Thank Snowden, As NSA Estimates He Singlehandedly Sped Up Encryption Adoption By 7 Years
from the thank-you-ed dept
As part of our funding campaign for our coverage of encryption, we reached out to some companies that care about these issues to ask them to show their support. This post is sponsored by Golden Frog, a company dedicated to online privacy, security and freedom.
James Clapper, Director of National Intelligence, is claiming that, according to NSA estimates the Snowden revelations sped up the adoption rate of encryption by 7 years. Apparently, that's based on NSA estimates of the adoption curve of encryption. As reported by Jenna McLaughlin at the Intercept:
“As a result of the Snowden revelations, the onset of commercial encryption has accelerated by seven years,” James Clapper said during a breakfast for journalists hosted by the Christian Science Monitor.Of course, it's worth noting that, in the past few months, it seemed as if the NSA and the intelligence community was moving away from its kneejerk hatred of encryption, pushing back against the FBI's argument that we need to backdoor encryption. But, apparently they're not willing to go quite this far.
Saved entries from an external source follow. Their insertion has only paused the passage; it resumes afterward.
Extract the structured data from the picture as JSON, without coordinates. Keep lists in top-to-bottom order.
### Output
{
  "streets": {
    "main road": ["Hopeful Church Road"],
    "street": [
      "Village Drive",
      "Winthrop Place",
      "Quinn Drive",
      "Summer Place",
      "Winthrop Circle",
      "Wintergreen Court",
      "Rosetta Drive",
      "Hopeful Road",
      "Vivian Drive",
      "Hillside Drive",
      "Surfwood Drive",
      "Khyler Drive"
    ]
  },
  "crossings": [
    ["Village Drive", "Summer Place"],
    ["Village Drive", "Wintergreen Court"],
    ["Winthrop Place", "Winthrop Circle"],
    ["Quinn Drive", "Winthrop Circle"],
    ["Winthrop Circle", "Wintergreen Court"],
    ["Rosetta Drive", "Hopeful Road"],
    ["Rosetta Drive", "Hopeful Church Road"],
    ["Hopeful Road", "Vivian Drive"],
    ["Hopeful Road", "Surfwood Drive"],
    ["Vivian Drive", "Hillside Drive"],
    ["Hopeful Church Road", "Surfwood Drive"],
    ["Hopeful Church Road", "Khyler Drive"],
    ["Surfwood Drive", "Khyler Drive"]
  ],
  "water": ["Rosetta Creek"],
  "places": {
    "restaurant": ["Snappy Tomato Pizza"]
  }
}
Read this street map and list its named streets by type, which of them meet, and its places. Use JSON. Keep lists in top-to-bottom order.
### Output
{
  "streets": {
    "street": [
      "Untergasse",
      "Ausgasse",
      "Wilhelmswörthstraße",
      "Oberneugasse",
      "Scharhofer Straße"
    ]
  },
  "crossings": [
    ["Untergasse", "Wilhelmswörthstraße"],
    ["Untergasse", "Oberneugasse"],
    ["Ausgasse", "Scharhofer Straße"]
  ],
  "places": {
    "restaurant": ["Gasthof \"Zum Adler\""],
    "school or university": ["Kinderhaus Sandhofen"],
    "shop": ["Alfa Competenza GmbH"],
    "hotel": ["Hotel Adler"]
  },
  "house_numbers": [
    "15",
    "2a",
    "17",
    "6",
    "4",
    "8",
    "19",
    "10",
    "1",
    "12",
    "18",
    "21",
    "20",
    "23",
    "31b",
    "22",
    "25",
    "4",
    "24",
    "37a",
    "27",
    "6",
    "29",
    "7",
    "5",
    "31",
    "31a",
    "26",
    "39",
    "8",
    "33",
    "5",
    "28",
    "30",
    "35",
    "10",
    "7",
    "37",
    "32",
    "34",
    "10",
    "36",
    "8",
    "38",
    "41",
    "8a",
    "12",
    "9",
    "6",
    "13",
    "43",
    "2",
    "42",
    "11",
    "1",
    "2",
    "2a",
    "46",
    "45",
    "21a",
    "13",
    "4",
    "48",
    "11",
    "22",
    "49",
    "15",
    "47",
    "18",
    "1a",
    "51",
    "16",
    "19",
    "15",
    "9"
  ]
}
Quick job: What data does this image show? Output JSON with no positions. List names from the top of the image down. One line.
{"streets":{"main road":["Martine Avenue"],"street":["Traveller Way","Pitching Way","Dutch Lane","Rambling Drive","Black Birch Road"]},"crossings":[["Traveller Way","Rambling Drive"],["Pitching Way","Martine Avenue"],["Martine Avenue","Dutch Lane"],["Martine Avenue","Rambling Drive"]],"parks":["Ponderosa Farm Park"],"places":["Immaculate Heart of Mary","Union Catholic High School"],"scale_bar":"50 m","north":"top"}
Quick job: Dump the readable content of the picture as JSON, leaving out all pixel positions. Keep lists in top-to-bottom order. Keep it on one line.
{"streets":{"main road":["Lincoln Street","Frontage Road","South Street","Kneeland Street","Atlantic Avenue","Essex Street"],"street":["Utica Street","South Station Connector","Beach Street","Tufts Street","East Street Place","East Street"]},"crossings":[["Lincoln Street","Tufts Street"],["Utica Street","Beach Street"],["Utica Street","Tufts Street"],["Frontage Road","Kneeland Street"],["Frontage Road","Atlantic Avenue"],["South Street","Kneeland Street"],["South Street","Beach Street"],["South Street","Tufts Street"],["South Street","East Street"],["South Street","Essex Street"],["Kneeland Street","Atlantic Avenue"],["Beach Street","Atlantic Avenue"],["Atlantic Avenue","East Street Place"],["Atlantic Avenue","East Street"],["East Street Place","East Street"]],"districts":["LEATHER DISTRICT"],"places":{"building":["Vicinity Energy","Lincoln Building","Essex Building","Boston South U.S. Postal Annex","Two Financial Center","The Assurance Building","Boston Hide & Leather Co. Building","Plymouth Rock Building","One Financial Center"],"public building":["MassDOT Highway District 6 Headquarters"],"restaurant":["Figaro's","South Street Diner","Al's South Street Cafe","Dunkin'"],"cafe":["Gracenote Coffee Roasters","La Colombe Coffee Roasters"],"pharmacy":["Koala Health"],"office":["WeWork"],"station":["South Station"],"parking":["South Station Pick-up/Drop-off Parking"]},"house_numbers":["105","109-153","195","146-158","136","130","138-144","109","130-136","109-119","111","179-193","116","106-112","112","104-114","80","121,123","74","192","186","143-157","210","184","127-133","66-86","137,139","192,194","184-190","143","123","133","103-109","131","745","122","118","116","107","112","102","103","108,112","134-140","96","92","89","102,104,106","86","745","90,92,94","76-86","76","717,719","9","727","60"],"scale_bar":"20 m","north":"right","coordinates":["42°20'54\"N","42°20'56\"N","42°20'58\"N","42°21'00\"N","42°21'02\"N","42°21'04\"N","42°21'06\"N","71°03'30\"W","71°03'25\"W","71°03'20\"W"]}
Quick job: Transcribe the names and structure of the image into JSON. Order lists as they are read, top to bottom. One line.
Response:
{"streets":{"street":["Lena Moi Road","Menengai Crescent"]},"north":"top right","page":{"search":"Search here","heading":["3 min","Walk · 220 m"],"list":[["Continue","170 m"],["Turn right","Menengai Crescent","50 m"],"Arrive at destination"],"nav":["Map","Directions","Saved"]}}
Basically, the NSA wants strong encryption out there, but it doesn't really want you to use it.
The shortened timeline has had “a profound effect on our ability to collect, particularly against terrorists,” he said.
When pressed by The Intercept to explain his figure, Clapper said it came from the National Security Agency. “The projected growth maturation and installation of commercially available encryption — what they had forecasted for seven years ahead, three years ago, was accelerated to now, because of the revelation of the leaks.”
Asked if that was a good thing, leading to better protection for American consumers from the arms race of hackers constantly trying to penetrate software worldwide, Clapper answered no.Yup. James Clapper would prefer that the American public be less safe by not using encryption, rather than protecting their digital lives.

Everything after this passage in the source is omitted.